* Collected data
-- Opening Marker --
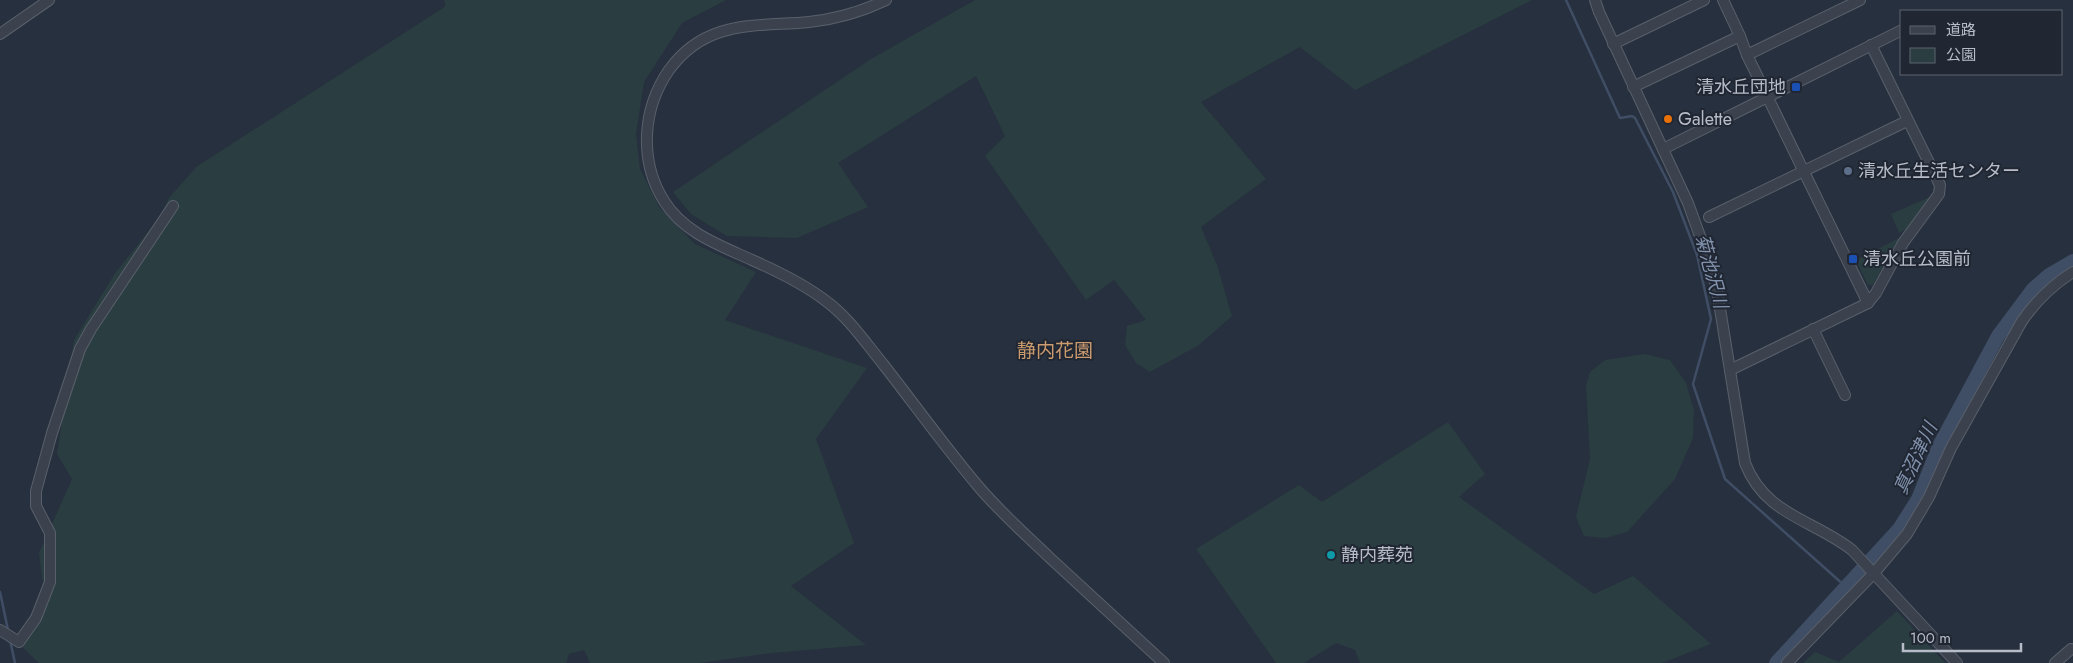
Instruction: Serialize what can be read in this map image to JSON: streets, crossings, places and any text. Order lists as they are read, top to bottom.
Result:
{
  "districts": ["静内花園"],
  "water": ["菊池沢川", "真沼津川"],
  "places": {
    "transit": ["清水丘団地", "清水丘公園前"],
    "other": ["Galette", "清水丘生活センター", "静内葬苑"]
  },
  "legend": ["道路", "公園"],
  "scale_bar": "100 m"
}
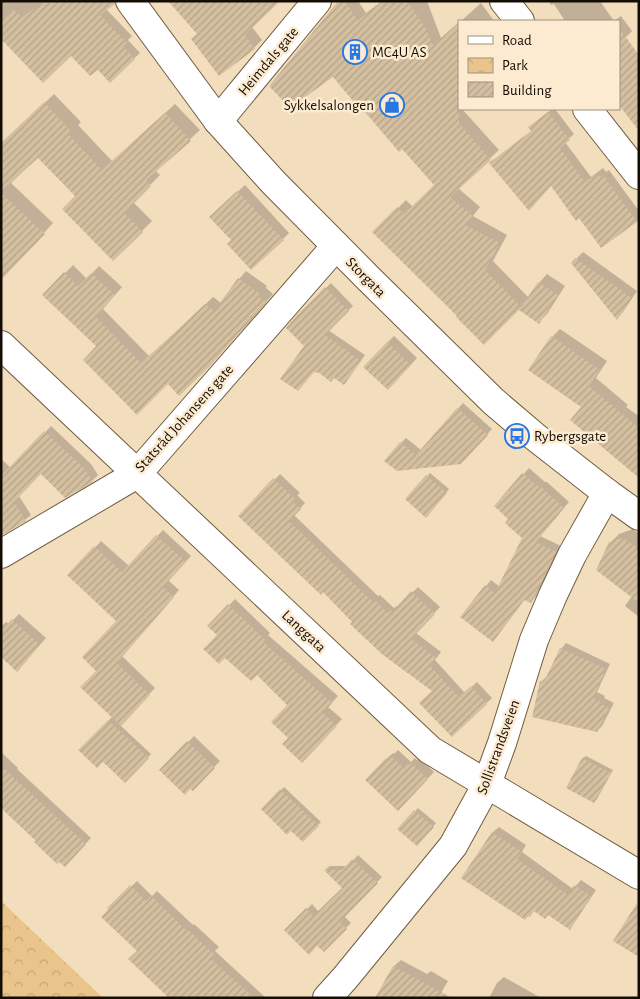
-- Closing Marker --
* To do
When you repeat the data, keep it exact and drop every picture.

* Result of this task
Instruction: Serialize what can be read in this map image to JSON: streets, crossings, places and any text. Order lists as they are read, top to bottom.
Result:
{
  "districts": ["静内花園"],
  "water": ["菊池沢川", "真沼津川"],
  "places": {
    "transit": ["清水丘団地", "清水丘公園前"],
    "other": ["Galette", "清水丘生活センター", "静内葬苑"]
  },
  "legend": ["道路", "公園"],
  "scale_bar": "100 m"
}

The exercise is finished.